(DATA SHOWN Opens)

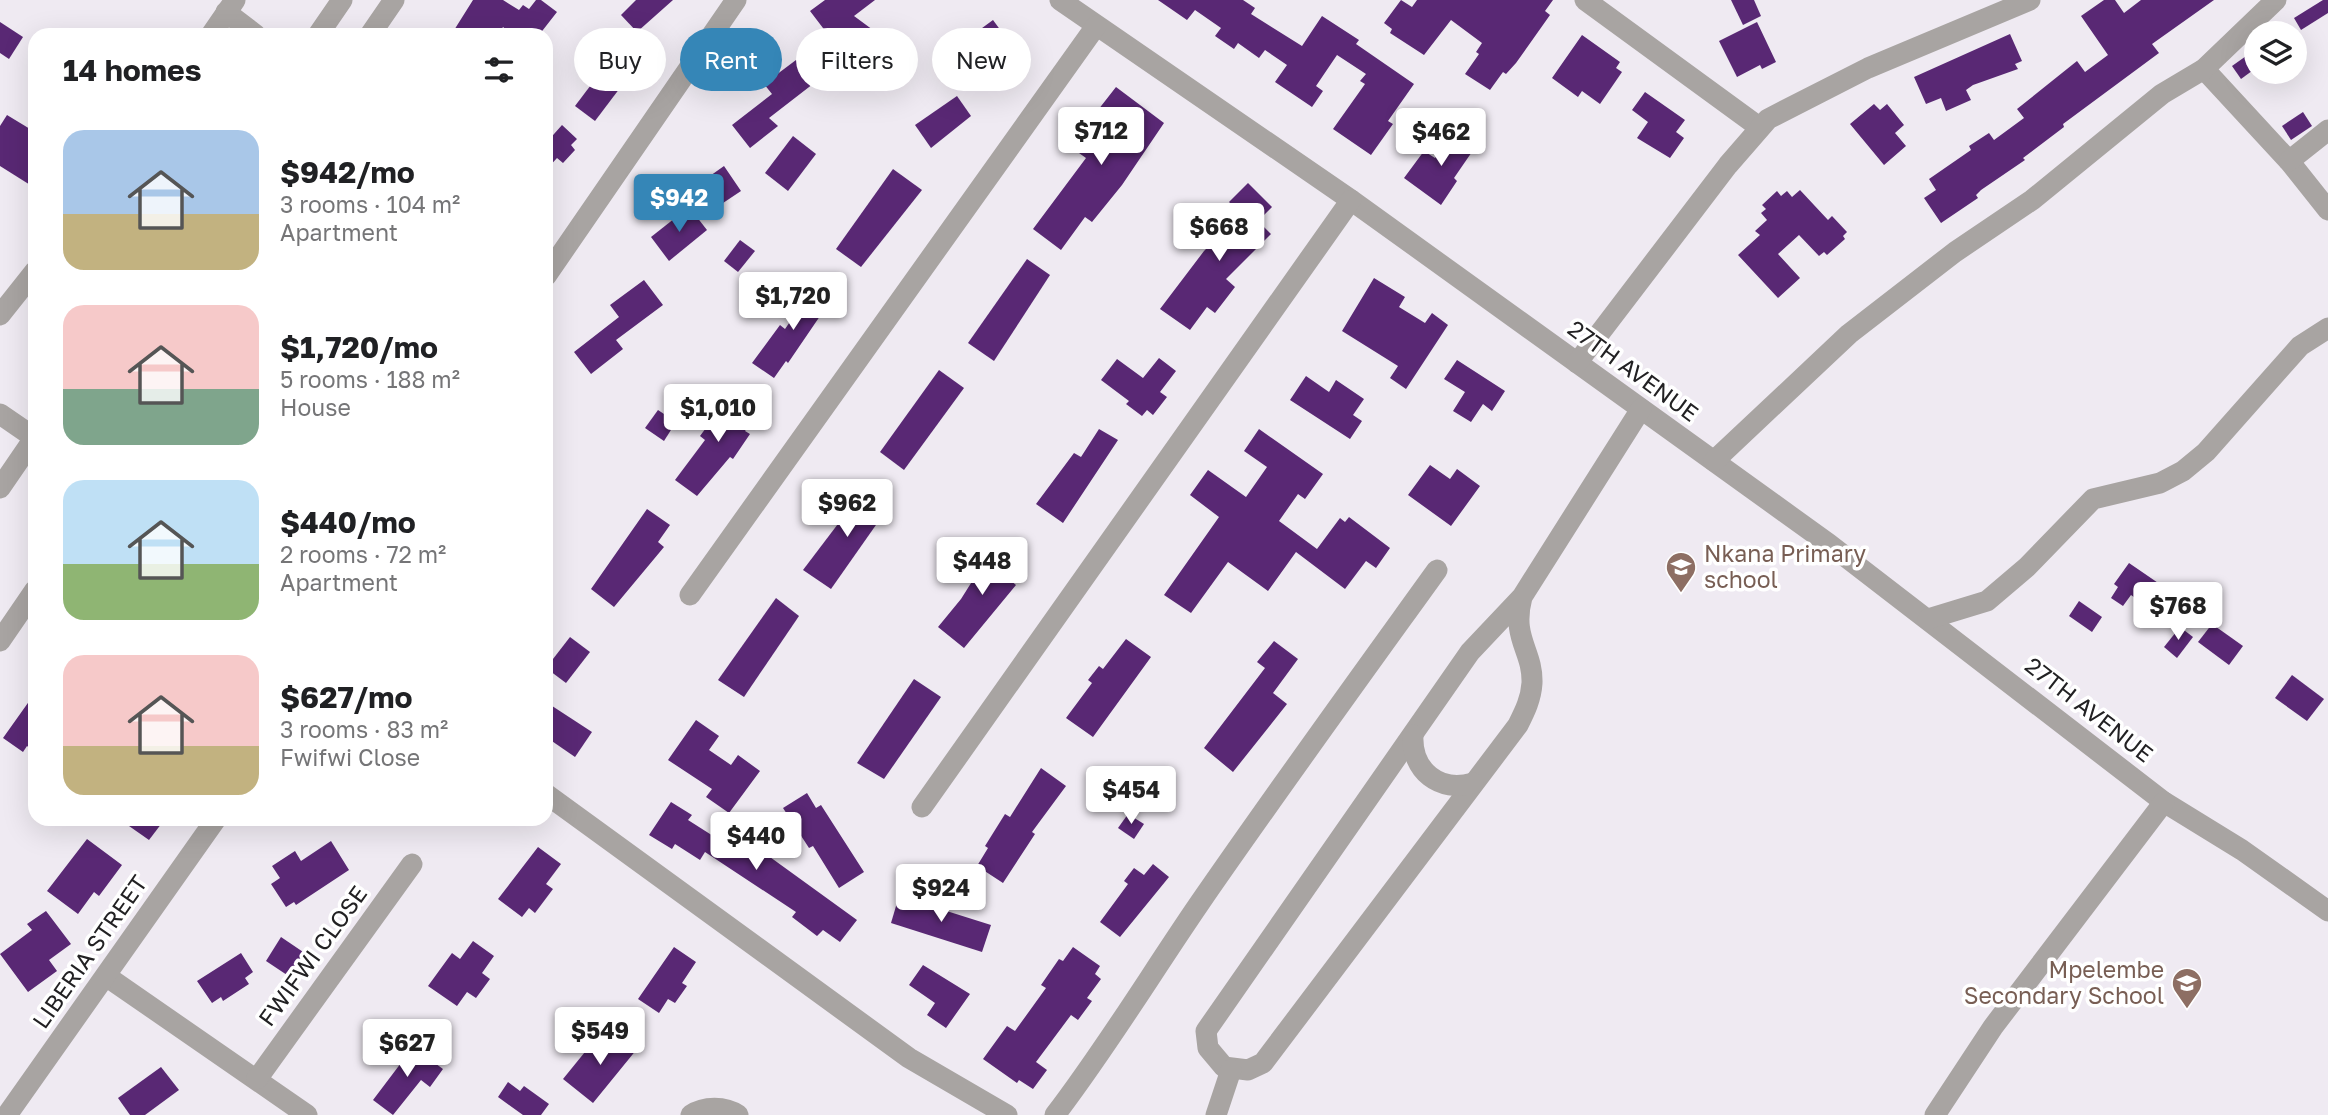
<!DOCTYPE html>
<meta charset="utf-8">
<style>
body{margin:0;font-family:"Golos Text",sans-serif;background:#f2f2f2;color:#202124;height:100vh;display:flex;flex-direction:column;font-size:26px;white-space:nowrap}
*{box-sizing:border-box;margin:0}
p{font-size:23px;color:#757577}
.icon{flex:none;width:38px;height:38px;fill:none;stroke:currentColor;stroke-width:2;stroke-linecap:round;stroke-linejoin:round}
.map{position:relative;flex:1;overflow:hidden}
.details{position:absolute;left:28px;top:28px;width:525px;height:798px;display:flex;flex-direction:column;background:#fff;border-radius:21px;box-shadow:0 7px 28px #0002}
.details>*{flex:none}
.hud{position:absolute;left:574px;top:28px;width:665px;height:63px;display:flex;gap:14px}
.controls{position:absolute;left:2244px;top:21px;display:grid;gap:14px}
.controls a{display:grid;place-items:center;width:63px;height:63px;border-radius:50%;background:#fff;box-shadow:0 7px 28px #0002;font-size:35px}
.price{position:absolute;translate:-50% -60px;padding:0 16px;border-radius:7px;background:#fff;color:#222;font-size:23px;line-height:46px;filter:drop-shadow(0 2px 4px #0008)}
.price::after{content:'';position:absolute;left:50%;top:42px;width:21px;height:16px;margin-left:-10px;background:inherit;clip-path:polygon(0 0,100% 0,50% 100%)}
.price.on{background:#3586b7;color:#fff}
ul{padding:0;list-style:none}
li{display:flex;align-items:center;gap:21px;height:175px;padding:0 35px}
li span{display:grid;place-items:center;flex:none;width:196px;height:140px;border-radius:21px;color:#555}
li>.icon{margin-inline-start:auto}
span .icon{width:84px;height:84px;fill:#fffc;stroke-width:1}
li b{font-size:30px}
h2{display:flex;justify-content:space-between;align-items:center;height:84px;padding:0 35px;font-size:30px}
.tag{padding:0 24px;border-radius:32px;background:#fff;box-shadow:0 7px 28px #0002;font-size:24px;line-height:63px}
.tag.on{background:#3586b7;color:#fff}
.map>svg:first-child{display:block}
.building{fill:#592874}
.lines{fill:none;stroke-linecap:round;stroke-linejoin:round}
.minor{stroke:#a8a4a2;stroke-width:21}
.labels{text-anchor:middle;stroke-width:7;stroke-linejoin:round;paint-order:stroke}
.street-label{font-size:23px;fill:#222123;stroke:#fff}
.education-label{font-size:23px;fill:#785e54;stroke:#fff;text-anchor:start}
</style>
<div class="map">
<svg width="2328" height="1115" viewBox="0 0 2328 1115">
<rect width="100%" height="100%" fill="#efeaf2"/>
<g class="building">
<path d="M 473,0 L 503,0 L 519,10 L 523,5 L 529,9 L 536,0 L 541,0 L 557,12 L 539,35 L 513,35 L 503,27 L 498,35 L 451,35 Z"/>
<path d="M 636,0 L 673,0 L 637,32 L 621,15 Z"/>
<path d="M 825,0 L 875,0 L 854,16 L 892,44 L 866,80 L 834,56 L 839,49 L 810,11 Z"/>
<path d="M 1158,0 L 1243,0 L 1255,8 L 1251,14 L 1302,46 L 1322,16 L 1359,40 L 1356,44 L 1414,84 L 1388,121 L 1393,124 L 1371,155 L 1333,129 L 1365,84 L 1360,81 L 1366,74 L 1337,55 L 1316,86 L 1323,91 L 1312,107 L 1275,82 L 1287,65 L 1265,50 L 1259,58 L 1238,43 L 1234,49 L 1215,36 L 1221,28 L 1195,10 L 1187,20 Z"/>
<path d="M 1401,0 L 1412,7 L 1417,0 L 1553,0 L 1545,11 L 1550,15 L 1516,63 L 1506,74 L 1503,72 L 1490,90 L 1465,74 L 1479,54 L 1476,52 L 1482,43 L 1451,20 L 1424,55 L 1390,33 L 1392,29 L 1384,23 Z"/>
<path d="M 1731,0 L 1754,0 L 1761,16 L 1743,25 Z"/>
<path d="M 2104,0 L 2115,0 L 2124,13 L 2141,0 L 2214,0 L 2152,44 L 2159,53 L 2063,124 L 2064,127 L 2023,158 L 2025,160 L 1981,190 L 1976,195 L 1978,198 L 1941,223 L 1924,198 L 1936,190 L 1929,179 L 1971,150 L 1969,146 L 1989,133 L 1994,140 L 2024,118 L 2017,109 L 2077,61 L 2085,72 L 2108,55 L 2081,16 Z"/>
<path d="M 2323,0 L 2328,0 L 2328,13 L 2301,30 L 2294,18 Z"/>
<path d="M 993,20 L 1015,50 L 978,77 L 962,55 L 984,39 L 978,31 Z"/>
<path d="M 0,22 L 23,37 L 9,59 L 0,53 Z"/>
<path d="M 1757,22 L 1776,62 L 1762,69 L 1760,65 L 1737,77 L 1719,41 Z"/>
<path d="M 2010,34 L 2022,61 L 2015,64 L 2018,69 L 1973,85 L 1966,90 L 1971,100 L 1946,111 L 1941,98 L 1926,104 L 1914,77 Z"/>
<path d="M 1582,35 L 1620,62 L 1616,68 L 1622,72 L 1600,104 L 1582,91 L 1578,97 L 1552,78 Z"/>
<path d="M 2256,49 L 2256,68 L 2241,79 L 2232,66 Z"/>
<path d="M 804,54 L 822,77 L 769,118 L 778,126 L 750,148 L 732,125 L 772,94 L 764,84 Z"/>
<path d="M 606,65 L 626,80 L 595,121 L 575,106 Z"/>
<path d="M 1116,87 L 1164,123 L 1122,185 L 1092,222 L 1085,217 L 1061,250 L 1033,229 L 1086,158 L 1079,153 L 1107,116 L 1098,110 Z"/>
<path d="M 1645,92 L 1685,120 L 1676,132 L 1684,138 L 1670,158 L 1637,138 L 1648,122 L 1632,110 Z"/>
<path d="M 957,96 L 971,116 L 931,148 L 915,125 Z"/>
<path d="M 1874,104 L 1880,110 L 1887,104 L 1904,125 L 1895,133 L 1906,146 L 1884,165 L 1850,124 Z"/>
<path d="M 2303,112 L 2312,126 L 2291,140 L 2282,126 Z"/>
<path d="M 7,115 L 35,132 L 35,188 L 0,166 L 0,126 Z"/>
<path d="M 562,125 L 577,139 L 571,145 L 575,150 L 563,163 L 557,158 L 546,170 L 546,143 Z"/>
<path d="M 1454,131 L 1476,146 L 1454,178 L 1457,181 L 1441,205 L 1404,178 L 1424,151 L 1435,158 Z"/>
<path d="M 793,136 L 816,154 L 788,191 L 765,173 Z"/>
<path d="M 724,166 L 741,191 L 723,203 L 718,196 L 705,206 L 693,188 Z"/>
<path d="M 893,169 L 922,190 L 861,267 L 836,249 Z"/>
<path d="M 1248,183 L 1272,207 L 1258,221 L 1271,234 L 1226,279 L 1235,287 L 1215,313 L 1207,307 L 1190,330 L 1160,309 L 1204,251 L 1222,233 L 1228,238 L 1247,219 L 1229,202 Z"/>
<path d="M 1800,190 L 1828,220 L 1832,216 L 1847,232 L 1843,236 L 1845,239 L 1827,255 L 1824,252 L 1819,256 L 1799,235 L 1778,254 L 1800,278 L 1778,298 L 1738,255 L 1760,235 L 1755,231 L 1767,220 L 1761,213 L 1766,209 L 1762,205 L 1777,191 L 1781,196 L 1787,191 L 1792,197 Z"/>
<path d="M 689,207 L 707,230 L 669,261 L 651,237 Z"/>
<path d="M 740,240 L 755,251 L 738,272 L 724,261 Z"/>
<path d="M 1027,259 L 1050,275 L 994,361 L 968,343 Z"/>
<path d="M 1374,278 L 1405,297 L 1399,307 L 1425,323 L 1432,313 L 1448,325 L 1406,389 L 1390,378 L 1398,366 L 1342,331 Z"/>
<path d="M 644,280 L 663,305 L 616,340 L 623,349 L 591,374 L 574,352 L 619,317 L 610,305 Z"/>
<path d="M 810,282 L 833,297 L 788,363 L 786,361 L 774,378 L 752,363 L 780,325 L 785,329 L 805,300 L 800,297 Z"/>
<path d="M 1159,358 L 1176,371 L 1160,392 L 1167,397 L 1153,415 L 1147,410 L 1142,416 L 1126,404 L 1129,401 L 1101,380 L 1117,359 L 1143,378 Z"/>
<path d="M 1457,360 L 1505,391 L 1492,411 L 1483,404 L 1471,422 L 1453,411 L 1465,392 L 1444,379 Z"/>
<path d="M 939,370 L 964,388 L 904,470 L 880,452 Z"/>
<path d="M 1306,376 L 1329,392 L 1336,380 L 1364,399 L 1353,415 L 1362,421 L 1350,439 L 1290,400 Z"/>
<path d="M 731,394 L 758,412 L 745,431 L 750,434 L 733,459 L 730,457 L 697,496 L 675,480 L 705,440 L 700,436 Z"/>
<path d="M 658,410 L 676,422 L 664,441 L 645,428 Z"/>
<path d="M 1099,429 L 1118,440 L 1063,523 L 1036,504 L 1074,453 L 1081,457 Z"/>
<path d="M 1259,429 L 1323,474 L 1305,499 L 1298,494 L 1279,521 L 1317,549 L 1340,518 L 1345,522 L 1349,517 L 1390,548 L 1376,568 L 1366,561 L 1345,589 L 1296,552 L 1268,591 L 1228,562 L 1191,613 L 1164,595 L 1219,517 L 1190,495 L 1208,470 L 1246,497 L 1267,467 L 1244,451 Z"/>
<path d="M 1430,465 L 1450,479 L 1457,469 L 1480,486 L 1451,526 L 1408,495 Z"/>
<path d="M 866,487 L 890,505 L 831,589 L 803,570 Z"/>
<path d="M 647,509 L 670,525 L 658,542 L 664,547 L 614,607 L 591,589 Z"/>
<path d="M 995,545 L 1021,563 L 1010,580 L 1016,585 L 964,648 L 938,627 L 961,599 Z"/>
<path d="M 2129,563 L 2164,587 L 2149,608 L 2131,595 L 2123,606 L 2111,598 L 2118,587 L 2114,584 Z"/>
<path d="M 776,598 L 799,616 L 744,697 L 718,680 Z"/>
<path d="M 2079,601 L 2102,617 L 2092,632 L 2069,616 Z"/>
<path d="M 2212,624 L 2243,646 L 2229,665 L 2198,642 Z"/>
<path d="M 2180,627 L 2193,637 L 2177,658 L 2164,647 Z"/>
<path d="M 570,637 L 590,652 L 566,683 L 546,668 Z"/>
<path d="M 1126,639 L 1151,657 L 1093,737 L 1066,718 L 1092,683 L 1088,680 L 1099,666 L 1103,669 Z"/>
<path d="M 1274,641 L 1298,659 L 1273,693 L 1287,704 L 1233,772 L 1204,748 L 1265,668 L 1257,662 Z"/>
<path d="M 2292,675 L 2324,699 L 2307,721 L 2275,698 Z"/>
<path d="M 914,679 L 941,697 L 884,779 L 857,763 Z"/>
<path d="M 35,693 L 35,752 L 27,746 L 23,752 L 3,738 Z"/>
<path d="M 546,702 L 592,732 L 575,757 L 546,737 Z"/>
<path d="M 696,720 L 719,736 L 709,750 L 731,765 L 738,755 L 760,771 L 729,813 L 706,797 L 712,789 L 668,760 Z"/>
<path d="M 1041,768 L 1066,786 L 1032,832 L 1035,834 L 1003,883 L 977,866 L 988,848 L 985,846 L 1005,814 L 1010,817 Z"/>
<path d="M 807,793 L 816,808 L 821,805 L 864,872 L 839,888 L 813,846 L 809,848 L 783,808 Z"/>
<path d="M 671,802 L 692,815 L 688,820 L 732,848 L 741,836 L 857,920 L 840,942 L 823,930 L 817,936 L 792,917 L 796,912 L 705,852 L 700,860 L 675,844 L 672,849 L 649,835 Z"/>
<path d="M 1128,814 L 1144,824 L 1134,839 L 1118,828 Z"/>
<path d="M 119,819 L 165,819 L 149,840 Z"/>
<path d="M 87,839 L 122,865 L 99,896 L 94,892 L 78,914 L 47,891 Z"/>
<path d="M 331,841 L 349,870 L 296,905 L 294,902 L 286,907 L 271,884 L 280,878 L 272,866 L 295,851 L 301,861 Z"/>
<path d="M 538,847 L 561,864 L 546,884 L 553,889 L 535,913 L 529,908 L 522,917 L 498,899 Z"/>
<path d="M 1153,864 L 1169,877 L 1120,937 L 1100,922 L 1128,884 L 1124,881 L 1134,868 L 1144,875 Z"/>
<path d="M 899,896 L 991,925 L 982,952 L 891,923 Z"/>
<path d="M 46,911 L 71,944 L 49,960 L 57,971 L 28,992 L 0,954 L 32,930 L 27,924 Z"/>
<path d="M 281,937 L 312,958 L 296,981 L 266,961 Z"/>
<path d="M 473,941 L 494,956 L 482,973 L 490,979 L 476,998 L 467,992 L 457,1006 L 428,986 L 452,953 L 460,959 Z"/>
<path d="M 674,947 L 696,962 L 682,983 L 687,986 L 675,1003 L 668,999 L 659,1013 L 638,999 Z"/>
<path d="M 1073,947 L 1100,966 L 1095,974 L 1101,979 L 1087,998 L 1092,1001 L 1078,1020 L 1071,1015 L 1036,1062 L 1047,1070 L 1033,1089 L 1019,1080 L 1017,1083 L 983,1059 L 1007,1026 L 1015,1031 L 1046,988 L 1041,985 L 1059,959 L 1063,961 Z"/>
<path d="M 241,953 L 253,972 L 245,978 L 249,984 L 223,1001 L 221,997 L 212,1003 L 197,981 Z"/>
<path d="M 923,965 L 970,994 L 946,1028 L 927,1015 L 935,1003 L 909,985 Z"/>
<path d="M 615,1031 L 637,1049 L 593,1103 L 563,1079 L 589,1047 L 597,1054 Z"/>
<path d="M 409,1044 L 443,1069 L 430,1087 L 421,1080 L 393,1115 L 373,1100 L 401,1063 L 397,1060 Z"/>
<path d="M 161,1067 L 179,1090 L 145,1115 L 130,1115 L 118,1098 Z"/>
<path d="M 508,1082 L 520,1091 L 524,1086 L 549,1104 L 541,1115 L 523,1115 L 498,1097 Z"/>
</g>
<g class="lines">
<g class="minor">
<path d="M 1060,0 L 1351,200 L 1829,544 L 2164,802 L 2242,850 L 2328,911"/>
<path d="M 1585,0 L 1759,127"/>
<path d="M 226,12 L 256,35"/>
<path d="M 211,35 L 235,0"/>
<path d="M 318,35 L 342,0"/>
<path d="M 370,35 L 394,0"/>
<path d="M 2204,69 L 2289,161 L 2328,210"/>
<path d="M 2289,161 L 2328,130"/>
<path d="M 546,276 L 736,0"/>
<path d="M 0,315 L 35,271"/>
<path d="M 1577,363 L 1728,165 L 1768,119 L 1868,68 L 2030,0"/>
<path d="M 0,414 L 35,438"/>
<path d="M 1714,461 L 1849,334 L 1955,252 L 2032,200 L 2162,94 L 2204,69 L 2276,0"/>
<path d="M 0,488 L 35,437"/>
<path d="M 690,595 L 1096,26"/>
<path d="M 1522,597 L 1470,652 L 1206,1031 L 1208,1048 L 1224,1067 L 1248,1070 L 1263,1063 L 1518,725 C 1525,711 1531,699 1532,683 C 1533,650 1511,639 1522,597 L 1641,409"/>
<path d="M 1928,619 L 1987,601 L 2027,567 L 2093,499 L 2160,483 L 2183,471 L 2206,452 L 2300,346 L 2328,328"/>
<path d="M 0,641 L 35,590"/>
<path d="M 1413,735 C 1411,771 1440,793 1473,783"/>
<path d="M 546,794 L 909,1058 L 1007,1115"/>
<path d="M 922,807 L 1351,200"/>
<path d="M 106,976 L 307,1115"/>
<path d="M 257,1079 L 412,864"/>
<path d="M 7,1115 L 216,819"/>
<path d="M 691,1115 C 704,1106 725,1106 738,1115"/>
<path d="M 1055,1115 C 1107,1047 1151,974 1199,904 C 1277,791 1357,681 1437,570"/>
<path d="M 1216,1115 L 1231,1070"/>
<path d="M 1935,1115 L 1993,1027 L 2164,802"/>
</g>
</g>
<defs>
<g id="school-pin" transform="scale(1.575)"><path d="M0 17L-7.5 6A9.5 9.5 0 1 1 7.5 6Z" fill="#8d6e63" stroke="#fff"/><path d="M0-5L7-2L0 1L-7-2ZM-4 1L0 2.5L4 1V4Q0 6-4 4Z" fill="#fff"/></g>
</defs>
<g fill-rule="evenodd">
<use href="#school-pin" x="1681" y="567"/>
<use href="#school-pin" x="2187" y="983"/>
</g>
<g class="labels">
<g class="street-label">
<text transform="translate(1633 371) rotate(36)" y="8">27TH AVENUE</text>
<text transform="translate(2089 710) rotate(38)" y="8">27TH AVENUE</text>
<text transform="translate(90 952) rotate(-55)" y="8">LIBERIA STREET</text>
<text transform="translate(313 956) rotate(-54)" y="8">FWIFWI CLOSE</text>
</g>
<g class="education-label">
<text x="1704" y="562">Nkana Primary<tspan x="1704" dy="26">school</tspan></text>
<text x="2164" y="978" text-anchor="end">Mpelembe<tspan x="2164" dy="26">Secondary School</tspan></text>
</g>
</g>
</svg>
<div class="controls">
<a><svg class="icon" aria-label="layers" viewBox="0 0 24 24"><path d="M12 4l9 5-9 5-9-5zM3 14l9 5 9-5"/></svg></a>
</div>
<b class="price" style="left:1101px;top:167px">$712</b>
<b class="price" style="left:1441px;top:168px">$462</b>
<b class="price on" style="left:679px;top:234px">$942</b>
<b class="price" style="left:1219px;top:263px">$668</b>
<b class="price" style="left:793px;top:332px">$1,720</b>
<b class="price" style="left:718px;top:444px">$1,010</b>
<b class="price" style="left:847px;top:539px">$962</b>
<b class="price" style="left:982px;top:597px">$448</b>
<b class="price" style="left:2178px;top:642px">$768</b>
<b class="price" style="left:1131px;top:826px">$454</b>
<b class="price" style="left:756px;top:872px">$440</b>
<b class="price" style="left:941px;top:924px">$924</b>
<b class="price" style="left:600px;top:1067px">$549</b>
<b class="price" style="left:407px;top:1079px">$627</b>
<div class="hud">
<a class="tag">Buy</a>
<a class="tag on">Rent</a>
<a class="tag">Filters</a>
<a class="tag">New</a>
</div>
<section class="details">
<h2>14 homes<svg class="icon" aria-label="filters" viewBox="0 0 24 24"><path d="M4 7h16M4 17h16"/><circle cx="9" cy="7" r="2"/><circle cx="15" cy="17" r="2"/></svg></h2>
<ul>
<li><span style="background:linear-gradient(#a9c7e8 60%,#c2b280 0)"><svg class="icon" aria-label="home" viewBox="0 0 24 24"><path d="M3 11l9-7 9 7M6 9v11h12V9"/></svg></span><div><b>$942/mo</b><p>3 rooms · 104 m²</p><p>Apartment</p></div></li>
<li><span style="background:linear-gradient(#f6c9c9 60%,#7fa58c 0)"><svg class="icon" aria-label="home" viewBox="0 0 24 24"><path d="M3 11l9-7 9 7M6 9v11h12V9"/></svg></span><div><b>$1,720/mo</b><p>5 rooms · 188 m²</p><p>House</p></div></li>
<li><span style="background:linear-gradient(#bfe0f5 60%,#8fb573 0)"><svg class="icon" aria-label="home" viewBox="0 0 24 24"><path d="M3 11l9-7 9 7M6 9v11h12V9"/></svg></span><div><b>$440/mo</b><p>2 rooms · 72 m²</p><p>Apartment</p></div></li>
<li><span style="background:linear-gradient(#f6c9c9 65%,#c2b280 0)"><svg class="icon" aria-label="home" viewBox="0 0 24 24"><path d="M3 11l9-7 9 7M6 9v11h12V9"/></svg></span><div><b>$627/mo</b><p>3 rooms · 83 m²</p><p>Fwifwi Close</p></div></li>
</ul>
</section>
</div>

(DATA SHOWN Closes)

◆ INSTRUCTIONS FOR THE TASK: If a line in the records contains the word "lines", copy it.

◆ THE ANSWER:
.lines{fill:none;stroke-linecap:round;stroke-linejoin:round}
<g class="lines">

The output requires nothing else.